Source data
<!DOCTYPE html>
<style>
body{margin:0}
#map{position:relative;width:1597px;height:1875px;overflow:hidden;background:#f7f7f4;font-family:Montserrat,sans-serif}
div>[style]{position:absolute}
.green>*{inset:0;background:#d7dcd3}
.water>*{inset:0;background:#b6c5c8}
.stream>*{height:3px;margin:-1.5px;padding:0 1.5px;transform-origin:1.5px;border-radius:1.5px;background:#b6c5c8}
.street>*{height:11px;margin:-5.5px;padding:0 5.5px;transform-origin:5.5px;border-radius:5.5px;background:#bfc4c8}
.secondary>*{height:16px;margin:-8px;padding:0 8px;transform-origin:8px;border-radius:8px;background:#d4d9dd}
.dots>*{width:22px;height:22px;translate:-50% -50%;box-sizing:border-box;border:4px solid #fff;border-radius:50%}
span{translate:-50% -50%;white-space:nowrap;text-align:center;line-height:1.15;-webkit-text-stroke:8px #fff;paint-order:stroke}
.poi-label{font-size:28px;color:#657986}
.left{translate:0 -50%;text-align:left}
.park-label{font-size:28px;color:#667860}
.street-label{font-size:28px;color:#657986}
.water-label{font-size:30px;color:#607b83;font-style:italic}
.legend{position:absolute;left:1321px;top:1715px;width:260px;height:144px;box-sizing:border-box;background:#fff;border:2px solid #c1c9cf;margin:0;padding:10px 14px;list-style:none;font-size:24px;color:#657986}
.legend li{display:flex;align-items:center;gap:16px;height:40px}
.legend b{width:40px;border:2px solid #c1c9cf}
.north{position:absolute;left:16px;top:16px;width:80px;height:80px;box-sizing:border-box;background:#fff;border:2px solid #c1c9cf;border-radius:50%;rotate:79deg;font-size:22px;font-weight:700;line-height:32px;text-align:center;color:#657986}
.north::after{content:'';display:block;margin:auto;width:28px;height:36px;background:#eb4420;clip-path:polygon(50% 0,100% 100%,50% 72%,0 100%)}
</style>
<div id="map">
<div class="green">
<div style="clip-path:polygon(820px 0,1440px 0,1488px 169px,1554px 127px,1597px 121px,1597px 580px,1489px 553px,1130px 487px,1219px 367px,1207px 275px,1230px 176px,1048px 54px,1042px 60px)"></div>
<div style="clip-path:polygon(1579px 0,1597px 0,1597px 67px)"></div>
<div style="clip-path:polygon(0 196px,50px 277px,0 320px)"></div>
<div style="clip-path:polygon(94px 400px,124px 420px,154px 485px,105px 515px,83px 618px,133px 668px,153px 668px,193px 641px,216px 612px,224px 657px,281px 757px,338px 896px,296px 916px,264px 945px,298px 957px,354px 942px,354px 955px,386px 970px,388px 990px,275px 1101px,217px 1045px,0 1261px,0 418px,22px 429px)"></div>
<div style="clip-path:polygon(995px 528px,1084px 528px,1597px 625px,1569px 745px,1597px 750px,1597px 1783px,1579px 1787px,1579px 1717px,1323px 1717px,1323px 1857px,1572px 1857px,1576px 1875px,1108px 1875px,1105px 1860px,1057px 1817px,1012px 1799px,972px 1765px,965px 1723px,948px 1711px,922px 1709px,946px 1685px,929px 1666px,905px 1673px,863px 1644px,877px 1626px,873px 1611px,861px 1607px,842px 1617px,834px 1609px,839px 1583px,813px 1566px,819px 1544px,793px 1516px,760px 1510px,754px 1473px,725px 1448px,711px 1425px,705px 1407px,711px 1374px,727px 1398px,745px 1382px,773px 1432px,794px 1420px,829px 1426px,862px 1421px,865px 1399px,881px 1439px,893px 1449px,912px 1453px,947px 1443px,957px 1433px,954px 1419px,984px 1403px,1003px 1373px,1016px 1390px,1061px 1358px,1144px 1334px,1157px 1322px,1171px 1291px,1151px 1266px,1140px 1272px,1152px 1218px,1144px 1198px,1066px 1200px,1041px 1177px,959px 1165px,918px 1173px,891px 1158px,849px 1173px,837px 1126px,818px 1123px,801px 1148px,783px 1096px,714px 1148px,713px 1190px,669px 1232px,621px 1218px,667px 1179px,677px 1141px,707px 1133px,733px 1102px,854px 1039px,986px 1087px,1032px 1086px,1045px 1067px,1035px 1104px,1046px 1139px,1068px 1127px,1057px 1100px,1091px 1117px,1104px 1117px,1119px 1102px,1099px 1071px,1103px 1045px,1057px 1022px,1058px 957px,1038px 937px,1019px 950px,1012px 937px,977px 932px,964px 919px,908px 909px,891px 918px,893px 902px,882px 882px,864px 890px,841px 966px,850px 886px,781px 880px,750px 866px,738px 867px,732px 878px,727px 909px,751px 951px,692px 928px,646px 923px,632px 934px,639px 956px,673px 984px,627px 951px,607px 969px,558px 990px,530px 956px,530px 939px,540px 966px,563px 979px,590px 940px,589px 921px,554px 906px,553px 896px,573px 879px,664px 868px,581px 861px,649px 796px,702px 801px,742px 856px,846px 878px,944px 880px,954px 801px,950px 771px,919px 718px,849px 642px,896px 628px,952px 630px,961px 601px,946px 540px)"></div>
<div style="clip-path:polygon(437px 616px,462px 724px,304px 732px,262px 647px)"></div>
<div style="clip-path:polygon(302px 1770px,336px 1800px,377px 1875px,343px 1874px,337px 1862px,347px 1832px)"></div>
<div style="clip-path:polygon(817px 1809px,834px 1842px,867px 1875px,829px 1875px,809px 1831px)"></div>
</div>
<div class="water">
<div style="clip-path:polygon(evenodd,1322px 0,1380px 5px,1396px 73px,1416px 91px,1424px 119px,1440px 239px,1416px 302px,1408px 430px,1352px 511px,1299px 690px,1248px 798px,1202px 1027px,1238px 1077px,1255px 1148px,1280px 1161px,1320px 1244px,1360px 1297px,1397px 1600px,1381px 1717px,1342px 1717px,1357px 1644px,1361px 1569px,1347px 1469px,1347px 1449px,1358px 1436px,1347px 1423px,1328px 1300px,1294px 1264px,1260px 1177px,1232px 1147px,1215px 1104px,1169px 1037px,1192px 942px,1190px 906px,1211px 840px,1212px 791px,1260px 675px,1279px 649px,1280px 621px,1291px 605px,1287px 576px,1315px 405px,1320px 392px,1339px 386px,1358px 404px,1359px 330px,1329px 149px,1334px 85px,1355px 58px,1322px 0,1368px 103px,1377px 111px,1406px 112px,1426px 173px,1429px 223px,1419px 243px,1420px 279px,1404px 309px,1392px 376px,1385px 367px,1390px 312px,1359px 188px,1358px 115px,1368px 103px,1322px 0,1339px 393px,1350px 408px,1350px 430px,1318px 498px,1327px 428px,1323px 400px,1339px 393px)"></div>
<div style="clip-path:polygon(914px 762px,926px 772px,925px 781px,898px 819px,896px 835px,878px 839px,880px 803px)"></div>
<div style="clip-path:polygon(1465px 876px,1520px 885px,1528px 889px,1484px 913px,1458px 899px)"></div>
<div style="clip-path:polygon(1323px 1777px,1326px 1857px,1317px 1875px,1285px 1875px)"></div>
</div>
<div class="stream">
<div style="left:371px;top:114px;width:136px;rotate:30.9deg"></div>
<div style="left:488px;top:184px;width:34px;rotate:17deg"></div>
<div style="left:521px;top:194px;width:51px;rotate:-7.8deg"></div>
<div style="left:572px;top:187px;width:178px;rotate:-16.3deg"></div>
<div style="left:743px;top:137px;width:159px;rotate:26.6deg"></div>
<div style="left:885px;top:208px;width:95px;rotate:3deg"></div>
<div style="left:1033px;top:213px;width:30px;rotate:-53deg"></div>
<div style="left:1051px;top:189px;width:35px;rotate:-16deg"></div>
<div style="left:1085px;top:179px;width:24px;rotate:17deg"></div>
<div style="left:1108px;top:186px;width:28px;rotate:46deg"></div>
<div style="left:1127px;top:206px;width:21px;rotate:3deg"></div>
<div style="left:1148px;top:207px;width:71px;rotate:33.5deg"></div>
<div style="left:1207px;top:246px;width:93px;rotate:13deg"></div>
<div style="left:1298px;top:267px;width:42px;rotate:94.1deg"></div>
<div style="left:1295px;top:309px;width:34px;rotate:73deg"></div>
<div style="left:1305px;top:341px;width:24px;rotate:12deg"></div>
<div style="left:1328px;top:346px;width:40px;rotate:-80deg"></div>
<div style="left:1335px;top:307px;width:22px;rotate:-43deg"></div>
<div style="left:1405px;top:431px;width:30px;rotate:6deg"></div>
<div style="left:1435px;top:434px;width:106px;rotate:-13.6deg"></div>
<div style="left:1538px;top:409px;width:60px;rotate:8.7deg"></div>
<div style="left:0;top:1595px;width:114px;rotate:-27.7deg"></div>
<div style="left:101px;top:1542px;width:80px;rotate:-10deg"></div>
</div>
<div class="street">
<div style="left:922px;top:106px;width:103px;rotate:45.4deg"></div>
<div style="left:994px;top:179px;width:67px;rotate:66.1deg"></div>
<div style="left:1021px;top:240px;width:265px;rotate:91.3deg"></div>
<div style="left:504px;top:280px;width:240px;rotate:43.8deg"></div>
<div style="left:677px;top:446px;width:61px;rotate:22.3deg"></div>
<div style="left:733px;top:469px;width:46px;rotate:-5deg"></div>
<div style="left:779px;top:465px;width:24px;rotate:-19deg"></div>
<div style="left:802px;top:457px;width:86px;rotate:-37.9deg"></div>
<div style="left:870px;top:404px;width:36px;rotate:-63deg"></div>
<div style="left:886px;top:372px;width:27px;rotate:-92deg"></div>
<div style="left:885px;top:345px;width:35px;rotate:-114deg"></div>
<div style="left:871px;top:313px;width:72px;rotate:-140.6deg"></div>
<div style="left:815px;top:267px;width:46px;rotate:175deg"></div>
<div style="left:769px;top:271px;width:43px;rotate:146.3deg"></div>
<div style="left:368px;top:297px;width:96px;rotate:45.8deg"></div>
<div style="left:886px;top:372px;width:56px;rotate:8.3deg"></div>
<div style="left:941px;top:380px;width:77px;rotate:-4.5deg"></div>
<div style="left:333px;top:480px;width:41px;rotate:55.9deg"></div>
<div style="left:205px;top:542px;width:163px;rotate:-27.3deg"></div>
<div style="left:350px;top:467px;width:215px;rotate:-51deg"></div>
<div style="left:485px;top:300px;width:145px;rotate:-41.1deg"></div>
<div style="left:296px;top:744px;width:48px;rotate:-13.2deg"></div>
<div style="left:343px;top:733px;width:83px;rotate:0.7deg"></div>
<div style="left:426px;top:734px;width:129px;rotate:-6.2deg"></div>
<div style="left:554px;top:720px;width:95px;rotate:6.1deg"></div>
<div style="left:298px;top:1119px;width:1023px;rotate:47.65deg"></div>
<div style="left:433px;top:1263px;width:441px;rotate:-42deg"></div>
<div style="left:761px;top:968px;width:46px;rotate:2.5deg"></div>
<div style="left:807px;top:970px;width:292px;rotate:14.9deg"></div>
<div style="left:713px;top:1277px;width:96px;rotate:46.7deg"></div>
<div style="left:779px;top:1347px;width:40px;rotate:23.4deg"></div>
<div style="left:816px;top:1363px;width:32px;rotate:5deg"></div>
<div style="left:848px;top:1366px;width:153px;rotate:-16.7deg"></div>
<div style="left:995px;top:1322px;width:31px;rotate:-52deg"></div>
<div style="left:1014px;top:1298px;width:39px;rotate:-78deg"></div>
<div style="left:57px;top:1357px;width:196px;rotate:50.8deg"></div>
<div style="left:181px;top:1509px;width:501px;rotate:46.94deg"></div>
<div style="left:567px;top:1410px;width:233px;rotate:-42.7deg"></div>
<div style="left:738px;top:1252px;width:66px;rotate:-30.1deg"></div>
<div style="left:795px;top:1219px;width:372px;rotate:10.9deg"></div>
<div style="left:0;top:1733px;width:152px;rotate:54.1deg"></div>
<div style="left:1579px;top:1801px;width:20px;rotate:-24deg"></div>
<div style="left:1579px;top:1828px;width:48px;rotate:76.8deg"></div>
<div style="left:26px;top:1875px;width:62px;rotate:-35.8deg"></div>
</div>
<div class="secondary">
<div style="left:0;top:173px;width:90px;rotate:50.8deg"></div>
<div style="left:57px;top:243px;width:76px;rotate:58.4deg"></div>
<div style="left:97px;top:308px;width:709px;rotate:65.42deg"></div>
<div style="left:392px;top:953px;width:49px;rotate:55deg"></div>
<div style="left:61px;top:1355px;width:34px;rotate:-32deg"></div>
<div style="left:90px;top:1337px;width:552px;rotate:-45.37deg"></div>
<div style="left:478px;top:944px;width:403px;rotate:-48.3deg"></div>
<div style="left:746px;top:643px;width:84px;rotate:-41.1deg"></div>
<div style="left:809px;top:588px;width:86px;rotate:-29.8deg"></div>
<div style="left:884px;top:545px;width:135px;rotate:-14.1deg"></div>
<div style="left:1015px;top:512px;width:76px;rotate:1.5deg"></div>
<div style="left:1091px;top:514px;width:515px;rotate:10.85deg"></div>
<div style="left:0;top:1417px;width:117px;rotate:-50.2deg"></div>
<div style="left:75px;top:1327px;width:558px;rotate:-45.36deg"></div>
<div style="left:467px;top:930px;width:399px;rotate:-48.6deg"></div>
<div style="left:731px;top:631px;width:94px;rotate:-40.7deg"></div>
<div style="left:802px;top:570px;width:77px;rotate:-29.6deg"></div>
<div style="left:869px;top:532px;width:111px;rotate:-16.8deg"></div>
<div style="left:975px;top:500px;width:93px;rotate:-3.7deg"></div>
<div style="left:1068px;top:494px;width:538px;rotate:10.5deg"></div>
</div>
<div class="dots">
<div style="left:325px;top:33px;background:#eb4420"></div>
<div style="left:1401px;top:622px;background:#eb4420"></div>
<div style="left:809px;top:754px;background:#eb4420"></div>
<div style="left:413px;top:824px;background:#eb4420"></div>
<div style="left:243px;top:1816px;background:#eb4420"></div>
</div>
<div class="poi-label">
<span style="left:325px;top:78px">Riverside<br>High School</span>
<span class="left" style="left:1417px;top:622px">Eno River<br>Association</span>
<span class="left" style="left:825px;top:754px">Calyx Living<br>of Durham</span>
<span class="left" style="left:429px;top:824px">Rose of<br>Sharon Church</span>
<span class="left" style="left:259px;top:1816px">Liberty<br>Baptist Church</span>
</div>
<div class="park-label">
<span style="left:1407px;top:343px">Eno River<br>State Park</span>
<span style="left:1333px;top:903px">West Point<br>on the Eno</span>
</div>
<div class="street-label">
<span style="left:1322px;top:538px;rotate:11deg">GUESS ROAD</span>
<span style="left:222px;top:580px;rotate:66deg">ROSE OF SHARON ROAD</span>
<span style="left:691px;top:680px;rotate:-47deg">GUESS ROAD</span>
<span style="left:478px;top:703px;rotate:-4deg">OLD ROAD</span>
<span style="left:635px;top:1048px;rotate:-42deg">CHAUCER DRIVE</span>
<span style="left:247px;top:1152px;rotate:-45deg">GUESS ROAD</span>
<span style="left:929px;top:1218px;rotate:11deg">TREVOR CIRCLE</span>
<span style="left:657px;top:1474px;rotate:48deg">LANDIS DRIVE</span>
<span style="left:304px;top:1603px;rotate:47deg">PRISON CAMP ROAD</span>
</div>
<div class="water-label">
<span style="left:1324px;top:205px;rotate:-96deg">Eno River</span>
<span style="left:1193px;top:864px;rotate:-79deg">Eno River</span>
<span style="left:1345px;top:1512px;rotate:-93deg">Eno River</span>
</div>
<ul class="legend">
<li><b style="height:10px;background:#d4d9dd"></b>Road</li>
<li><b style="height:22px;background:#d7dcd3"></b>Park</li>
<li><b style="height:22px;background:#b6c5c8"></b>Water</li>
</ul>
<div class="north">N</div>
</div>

_WHAT NEEDS TO BE DONE_:
What is the number of lines in the records that contain the string "stream"? Give only that number.

_RESULT OF THE EXERCISE_:
2